Though somewhat convoluted at the level of detail, what happened on Friday represented a marked and undeniable shift away from this position. While less surprising from the likes of Biden and Pelosi, who in the wake of last week’s elections are quite desperate for anything they can call a political win, Jayapal’s maneuver is altogether more puzzling. In brief: Friday saw the passage of BIF through the House by a margin of 228 to 206, with only six Democrats (Jamaal Bowman, Ilhan Omar, Rashida Tlaib, Ayanna Pressley, Cori Bush, and Alexandria Ocasio-Cortez) refusing to cave to leadership pressure and voting against the bill.

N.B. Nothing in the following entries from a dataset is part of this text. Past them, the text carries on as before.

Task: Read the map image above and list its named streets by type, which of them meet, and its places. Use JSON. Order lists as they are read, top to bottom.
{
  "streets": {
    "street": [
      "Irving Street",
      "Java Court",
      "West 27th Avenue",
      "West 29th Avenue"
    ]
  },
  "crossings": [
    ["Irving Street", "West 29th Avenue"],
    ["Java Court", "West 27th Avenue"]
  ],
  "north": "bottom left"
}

Officially, progressives have a commitment from centrists to vote for BBB pending the provision of a financial analysis from the Congressional Budget Office (CBO) sometime later this month. The risk, of course, is that the CBO’s analysis will be used as a pretext by Democratic centrists to withdraw what is currently their nominal support for the bill — a possibility that is distinctly difficult to ignore amid its endless watering down.
With BIF now safely through the House, progressives no longer have their only real bargaining chip and could emerge from the process empty-handed as a result — a fact emphasized by Representative Omar as she explained her No vote: “Passing the infrastructure bill without passing the Build Back Better Act first risks leaving behind childcare, paid leave, health care, climate action, housing, education, and a roadmap to citizenship.” (The American Prospect’s David Dayen, for what it’s worth, offers a charitable reading of Jayapal’s calculus here.)

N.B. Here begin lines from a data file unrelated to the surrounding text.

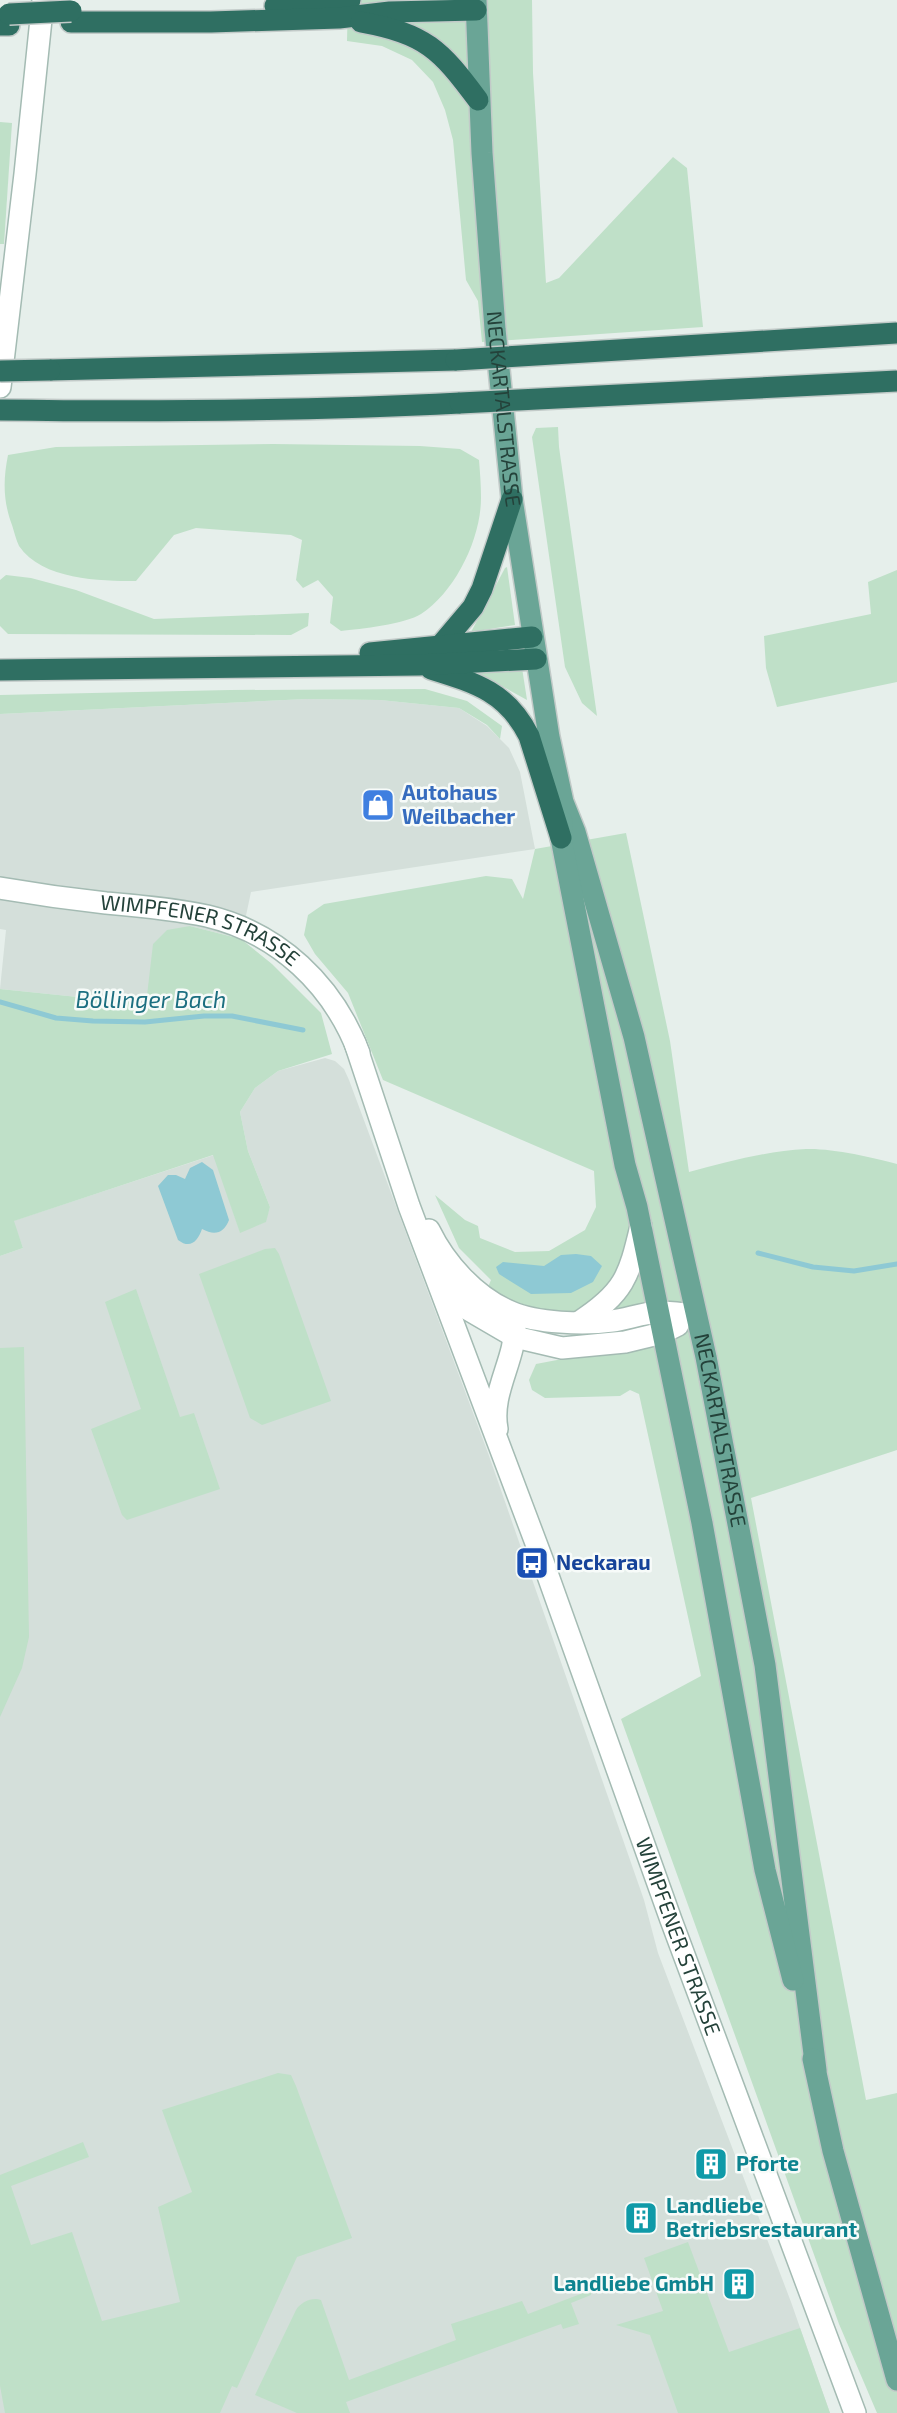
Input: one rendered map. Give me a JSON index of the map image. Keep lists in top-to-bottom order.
{
  "streets": {
    "main road": ["NECKARTALSTRASSE"],
    "street": ["WIMPFENER STRASSE"]
  },
  "crossings": [
    ["NECKARTALSTRASSE", "WIMPFENER STRASSE"]
  ],
  "water": ["Böllinger Bach"],
  "places": {
    "shop": ["Autohaus Weilbacher"],
    "bus stop": ["Neckarau"],
    "building": ["Pforte", "Landliebe Betriebsrestaurant", "Landliebe GmbH"]
  }
}
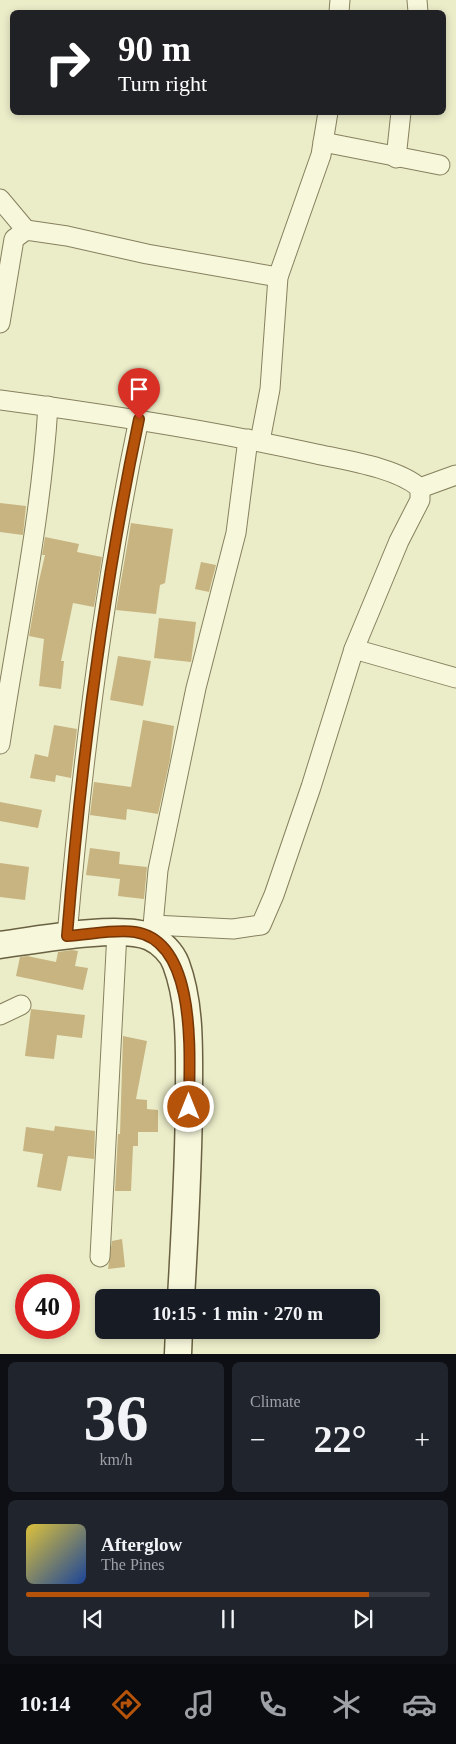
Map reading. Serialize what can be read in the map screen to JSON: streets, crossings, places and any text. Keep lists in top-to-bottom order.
{
  "page": {
    "turn": ["90 m", "Turn right"],
    "limit": "40",
    "trip": "10:15 · 1 min · 270 m",
    "tile": [
      ["36", "km/h"],
      "Climate"
    ],
    "heat": ["−", "22°", "+"],
    "song": ["Afterglow", "The Pines"],
    "tabs": "10:14"
  }
}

One way or the other, we’ll probably know the fate of the BBB Act soon enough. But there was always something else at stake in these negotiations and, whatever ultimately comes of Jayapal’s decision to abandon her own red line, it has likely weakened the credibility of Congressional progressives in the future. In effect, a leadership that reflexively defers to centrist and Blue Dog lawmakers has been sent the message that progressives will fold with sufficient pressure. By voting against the BIF, meanwhile, members of the Squad displayed the kind of basic political consistency that might have forced the leadership to alter its strategy if other progressive members had cleaved to it as well.